Let me take you back: Friday afternoon, two weeks ago. I just had been through what, to that point, had been my most challenging class of the school year. The class contained, in the same corner of the room, three maestros of mischief, each deft at stirring up, mid-class, dust storms of distraction, comedy and disruption. In the first 4 weeks of school, they managed to enlist the participation of about 90% of this class in their schemes. They were pushing this new teacher (I mean me) into choppy waters.
I had a daily decision to make: do I get mad? Do I give detentions to the whole class? Do I assign extra homework?
I did a dance with each of these options then chose the middle ground. I mixed up the seating chart, separating the ring leaders into separate corners of the room (their last names – E, F and G – had originally landed them all near each other). Then I called – that Monday – a parent teacher conference with one child who I thought could benefit from it. I wrote up a special homework assignment with an extra hard quiz to go with it. I let the kids know that this assignment and quiz awaited them if we had another class like that terrible Friday (a class that would live in infamy in my brief memory as a teacher).
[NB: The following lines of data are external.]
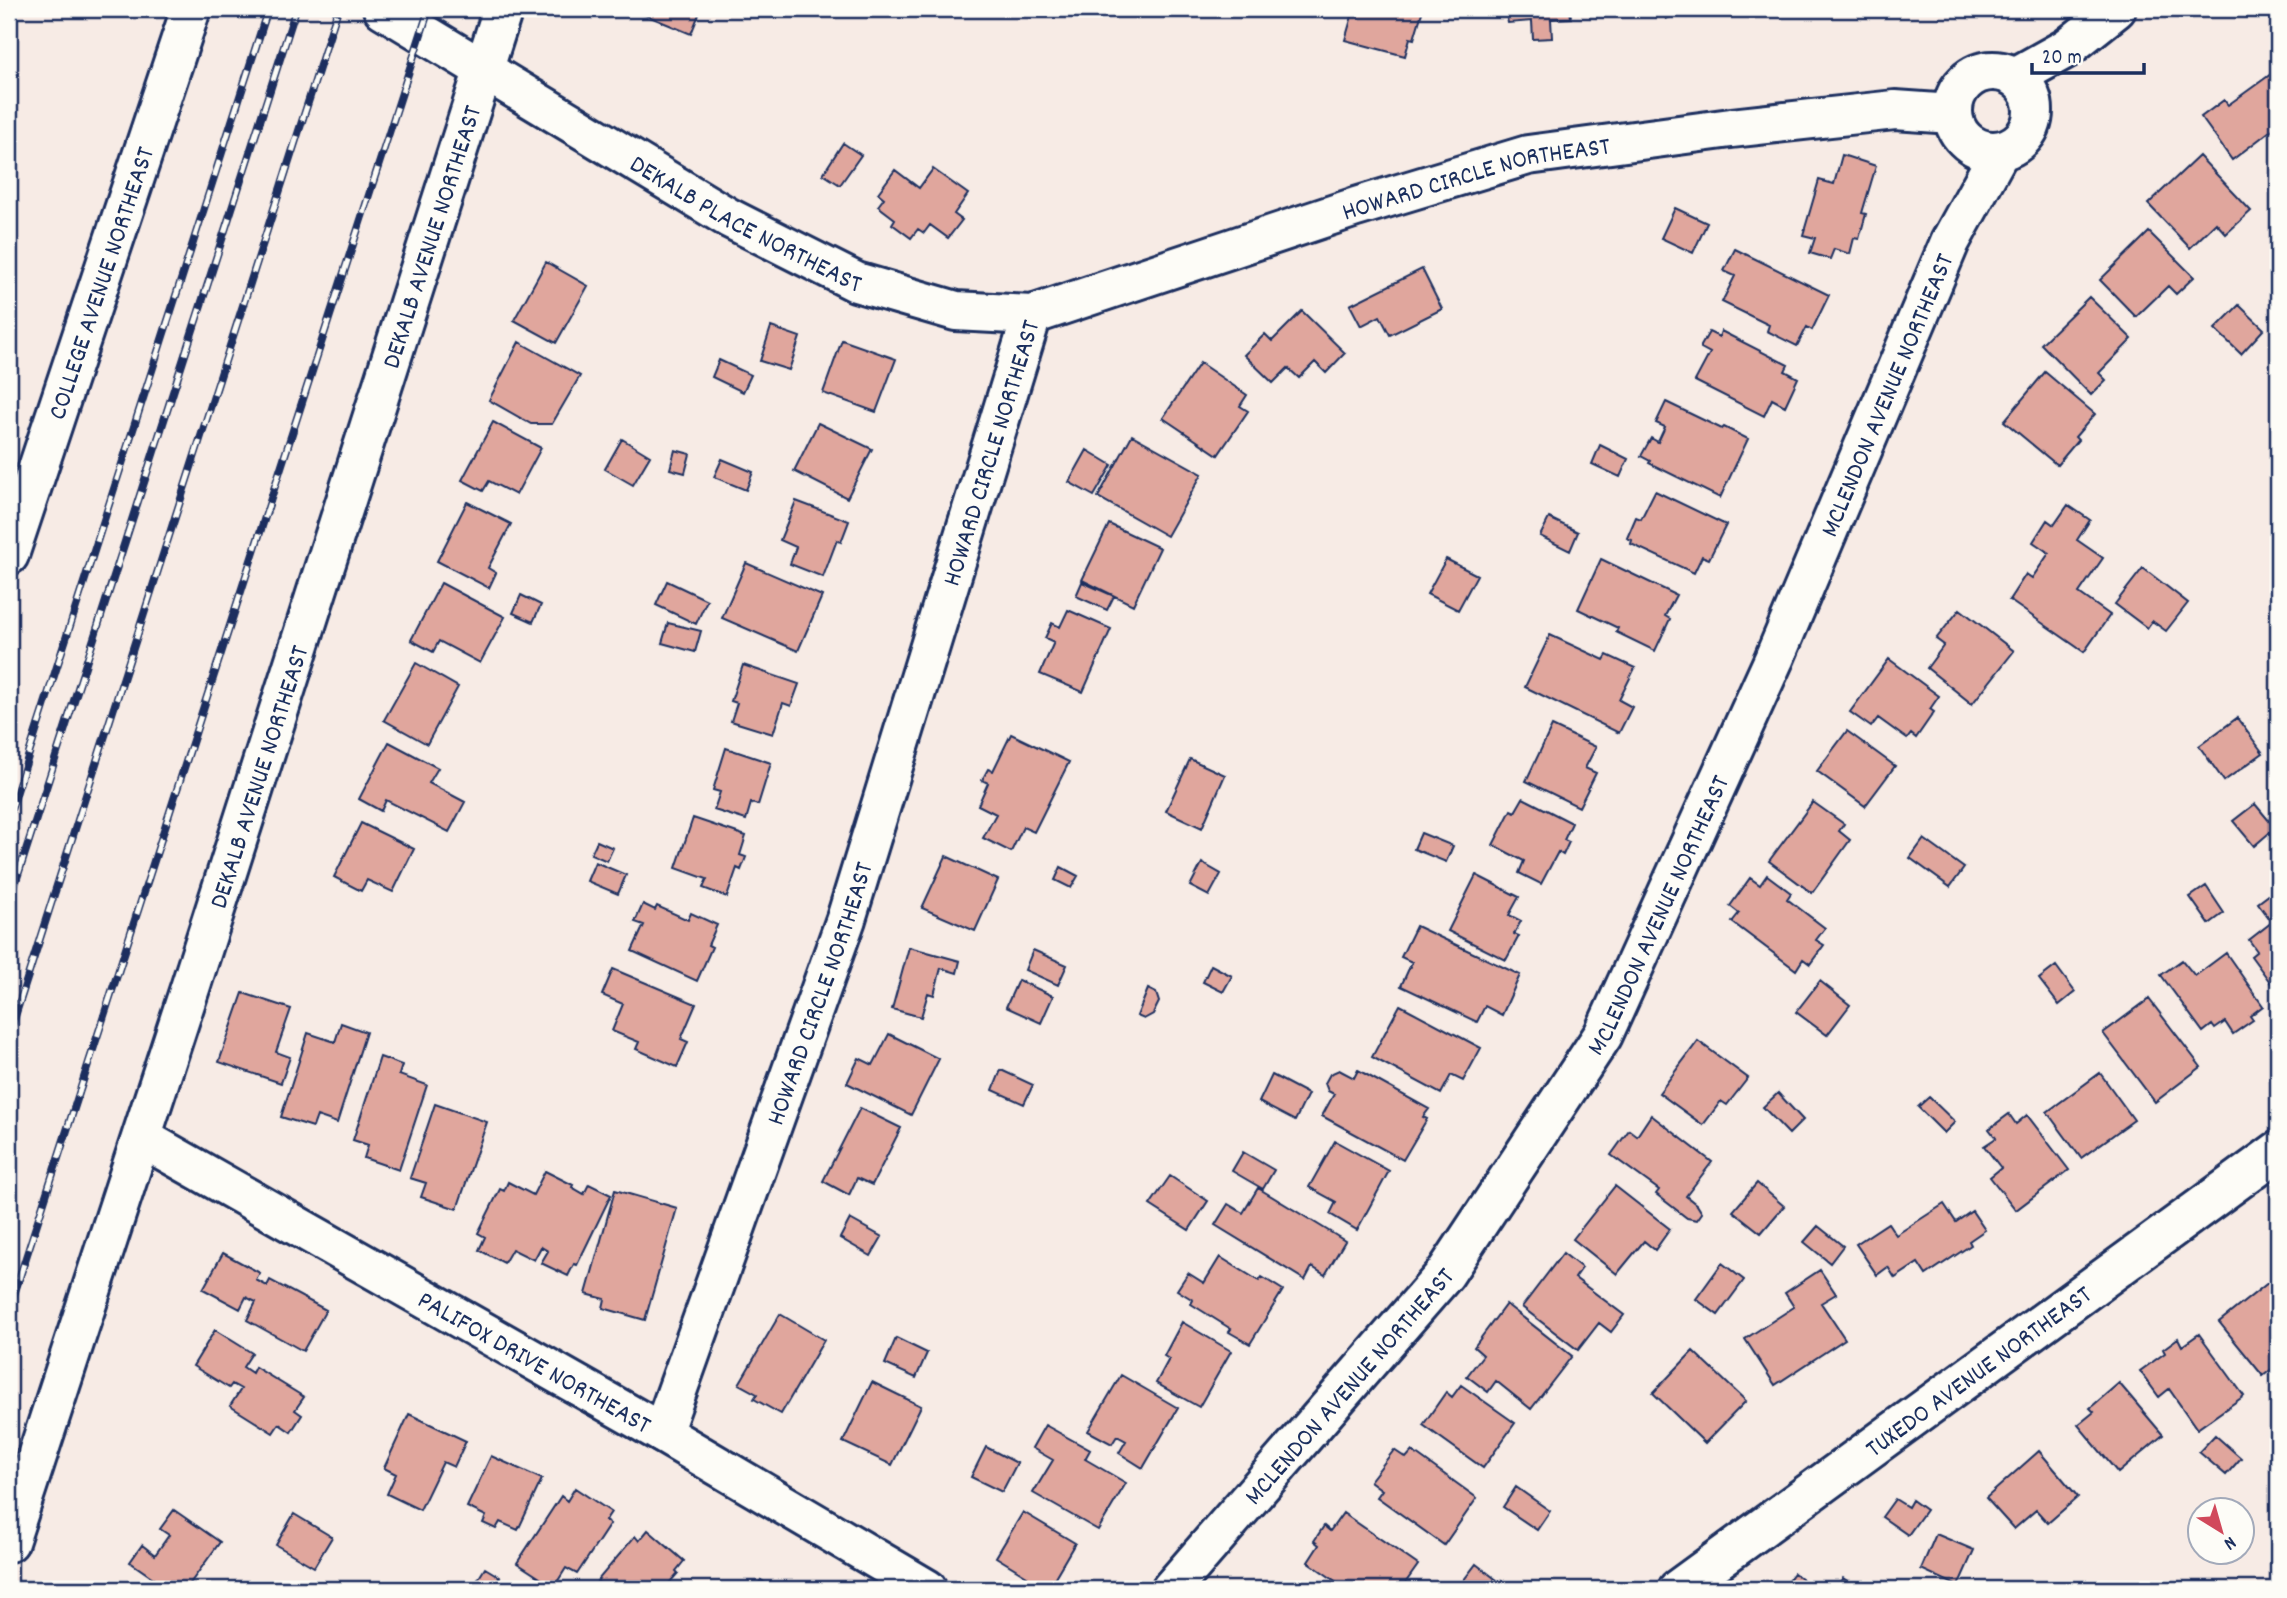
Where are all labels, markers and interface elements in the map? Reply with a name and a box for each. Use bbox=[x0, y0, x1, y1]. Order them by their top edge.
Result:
scale bar bbox=[2032, 32, 2144, 76]
text: 20 m bbox=[2042, 44, 2082, 74]
street label: DEKALB AVENUE NORTHEAST bbox=[374, 101, 493, 374]
street label: HOWARD CIRCLE NORTHEAST bbox=[1338, 129, 1613, 232]
street label: COLLEGE AVENUE NORTHEAST bbox=[40, 142, 166, 425]
street label: DEKALB PLACE NORTHEAST bbox=[622, 147, 866, 305]
street label: MCLENDON AVENUE NORTHEAST bbox=[1813, 248, 1965, 543]
street label: HOWARD CIRCLE NORTHEAST bbox=[935, 315, 1052, 591]
street label: DEKALB AVENUE NORTHEAST bbox=[202, 641, 321, 914]
street label: MCLENDON AVENUE NORTHEAST bbox=[1579, 770, 1741, 1064]
street label: HOWARD CIRCLE NORTHEAST bbox=[759, 857, 885, 1131]
street label: MCLENDON AVENUE NORTHEAST bbox=[1237, 1260, 1465, 1515]
street label: TUXEDO AVENUE NORTHEAST bbox=[1859, 1278, 2101, 1468]
street label: PALIFOX DRIVE NORTHEAST bbox=[410, 1283, 657, 1445]
north arrow bbox=[2186, 1496, 2256, 1566]
text: N bbox=[2217, 1528, 2241, 1555]

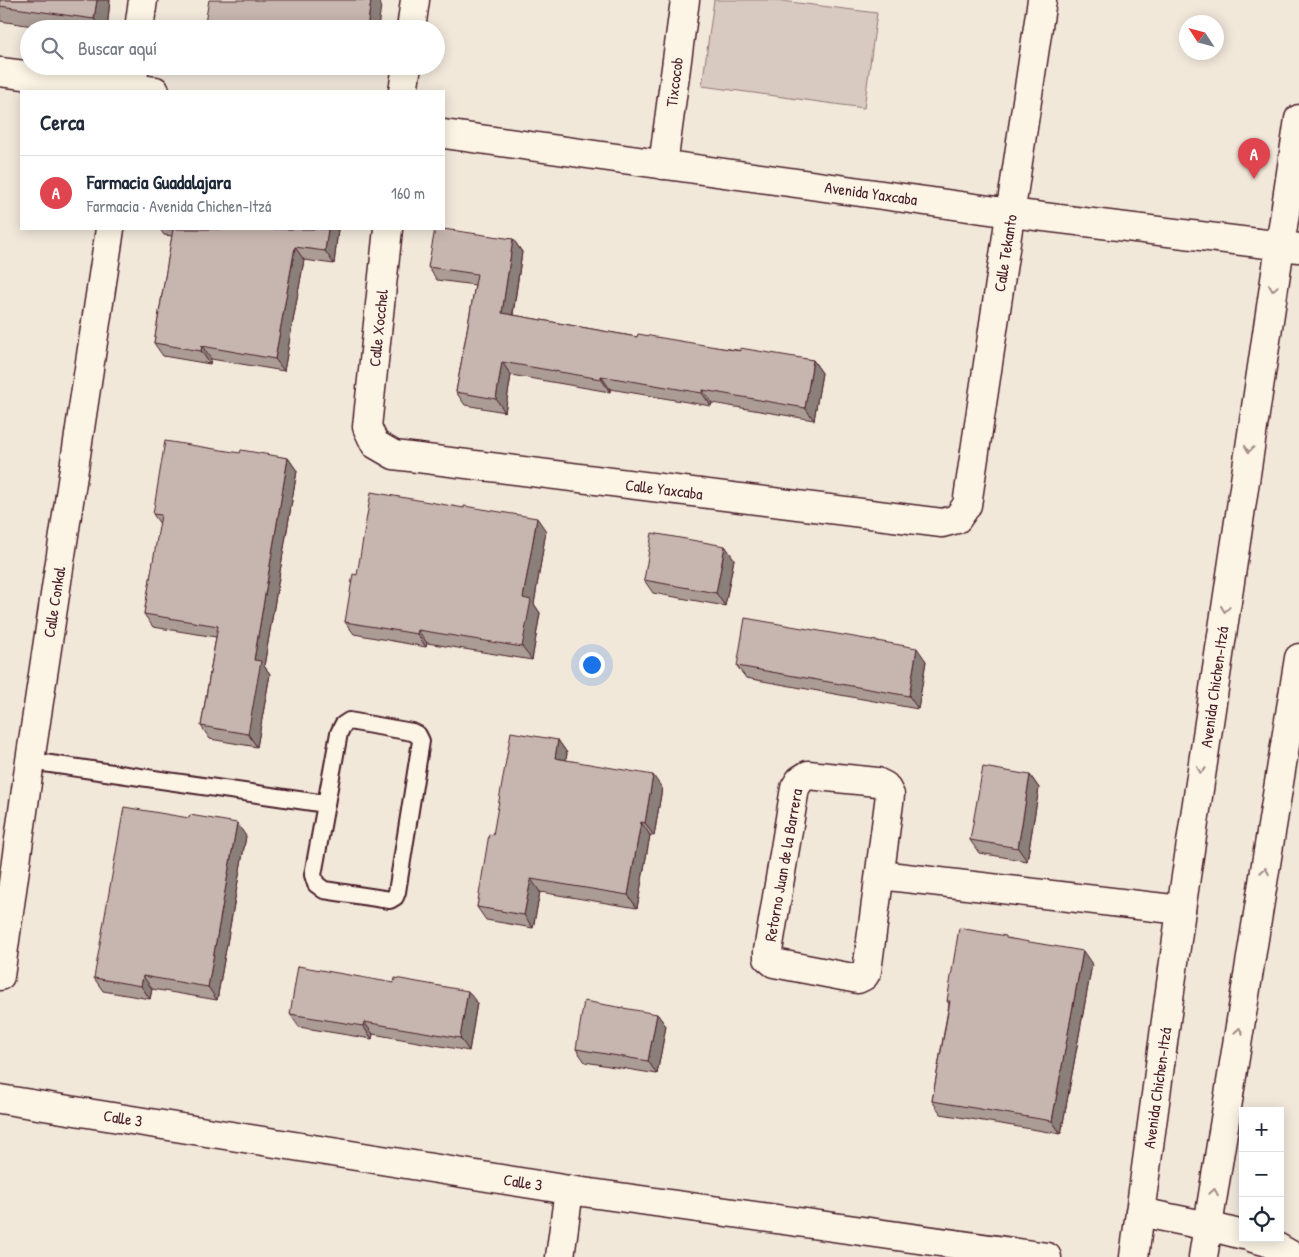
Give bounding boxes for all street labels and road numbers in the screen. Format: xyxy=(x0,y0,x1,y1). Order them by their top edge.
street label: Tixcocob xyxy=(660,56,688,108)
street label: Avenida Yaxcaba xyxy=(823,176,919,210)
street label: Calle Tekanto xyxy=(988,212,1022,293)
street label: Calle Xocchel xyxy=(363,287,393,368)
street label: Calle Yaxcaba xyxy=(624,473,704,505)
street label: Calle Conkal xyxy=(38,564,71,639)
street label: Avenida Chichen-Itzá xyxy=(1195,625,1233,749)
street label: Retorno Juan de la Barrera xyxy=(759,787,807,943)
street label: Avenida Chichen-Itzá xyxy=(1138,1026,1176,1150)
street label: Calle 3 xyxy=(102,1104,144,1132)
street label: Calle 3 xyxy=(502,1168,544,1196)

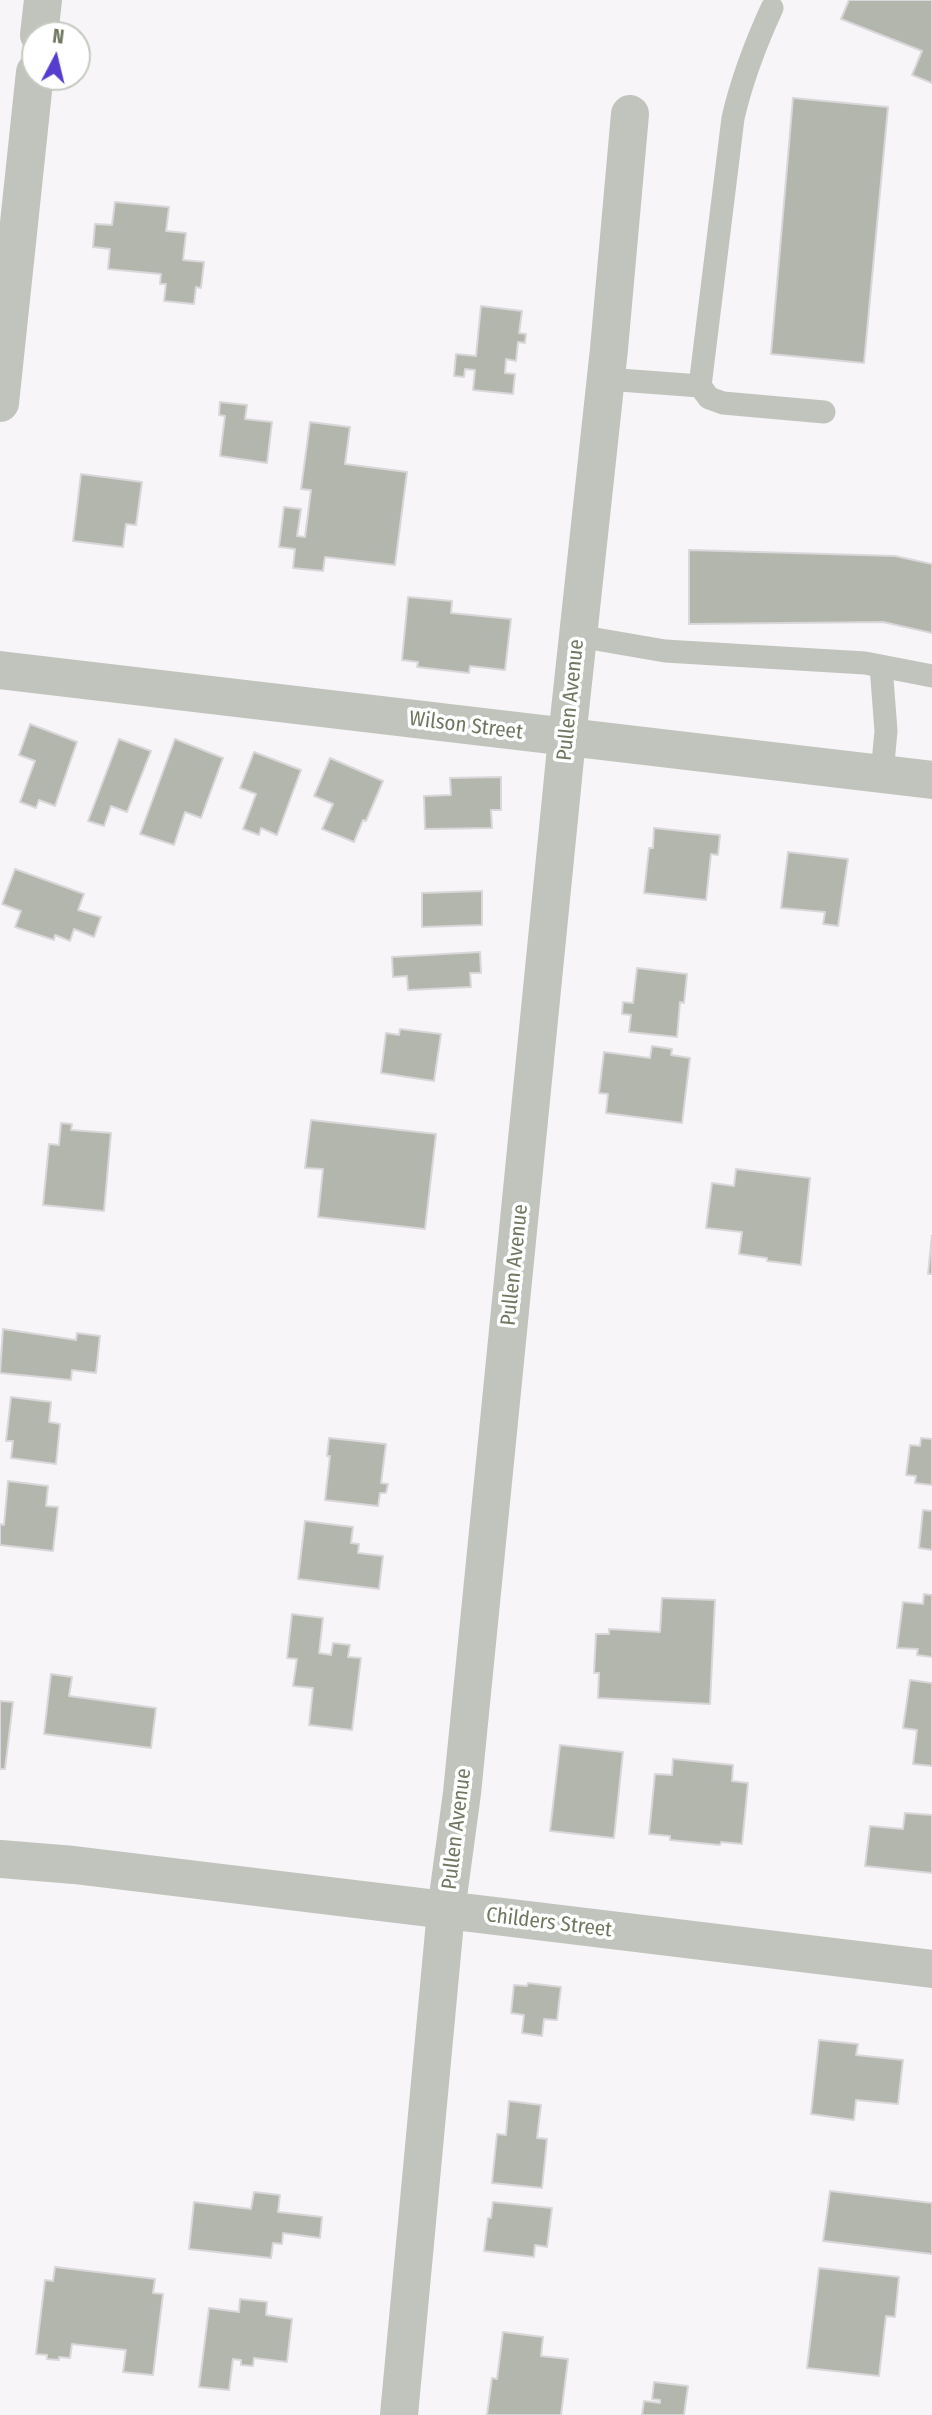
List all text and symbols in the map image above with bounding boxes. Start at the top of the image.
north arrow [21,21,91,91]
text: N [51,25,65,49]
street label: Pullen Avenue [552,638,590,762]
street label: Wilson Street [408,707,524,745]
street label: Pullen Avenue [496,1203,534,1327]
street label: Pullen Avenue [437,1767,477,1891]
street label: Childers Street [485,1903,613,1943]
Then I dive, with a brisk head of steam, into the material. I work on creating a new culture for the class. Serious but not too serious, leaving some flex for laughter, room for chit chat – so long as it didn’t create a headwind for class learning. A class with gravitas, you could say, but with space for warmth and levity.
It works. The new seating chart definitely helps. And the consequences to misbehavior (now a more present danger) provide guardrails against excess in-class antics. As a result, classroom management issues start to recede into the rearview mirror. And the stories – David’s persecution by Saul, his fall with Bathsheba, his ambition to build a Temple, Solomon’s beautiful prayer for Wisdom – begin to generate some appeal. Not such a bad thing to have to learn, they begin to think.
Now fast forward to two days ago. Step into my classroom; grab a seat in one of the student desks and gaze around the room.
If the Spirit were a morning mist and the classroom a riverbed, you would see here the loveliest nesting of divine clouds now hovering above the waters. Something is happening and her origins are not natural. The class comes in, sits down, opens their notebooks and Bibles. Their pens in hand, their ears open, their lips zipped. For 90 minutes, the students sit there: listening, taking notes, responding to questions with the most marvelous docility I have seen from any of my classes all year. I am witnessing something supernatural. Something reverent, holy, still and expectant. Like a liturgy of Compline at a mountain-top monastery: the surrounding hills, receding in stillness, as far as the eye can see. The give and take that day was so perfect – so angelic, I recounted to a friend – that I made it through my prepared material with something like 8 or 9 minutes to spare. So I gave the class the time back. They thought that was pretty cool.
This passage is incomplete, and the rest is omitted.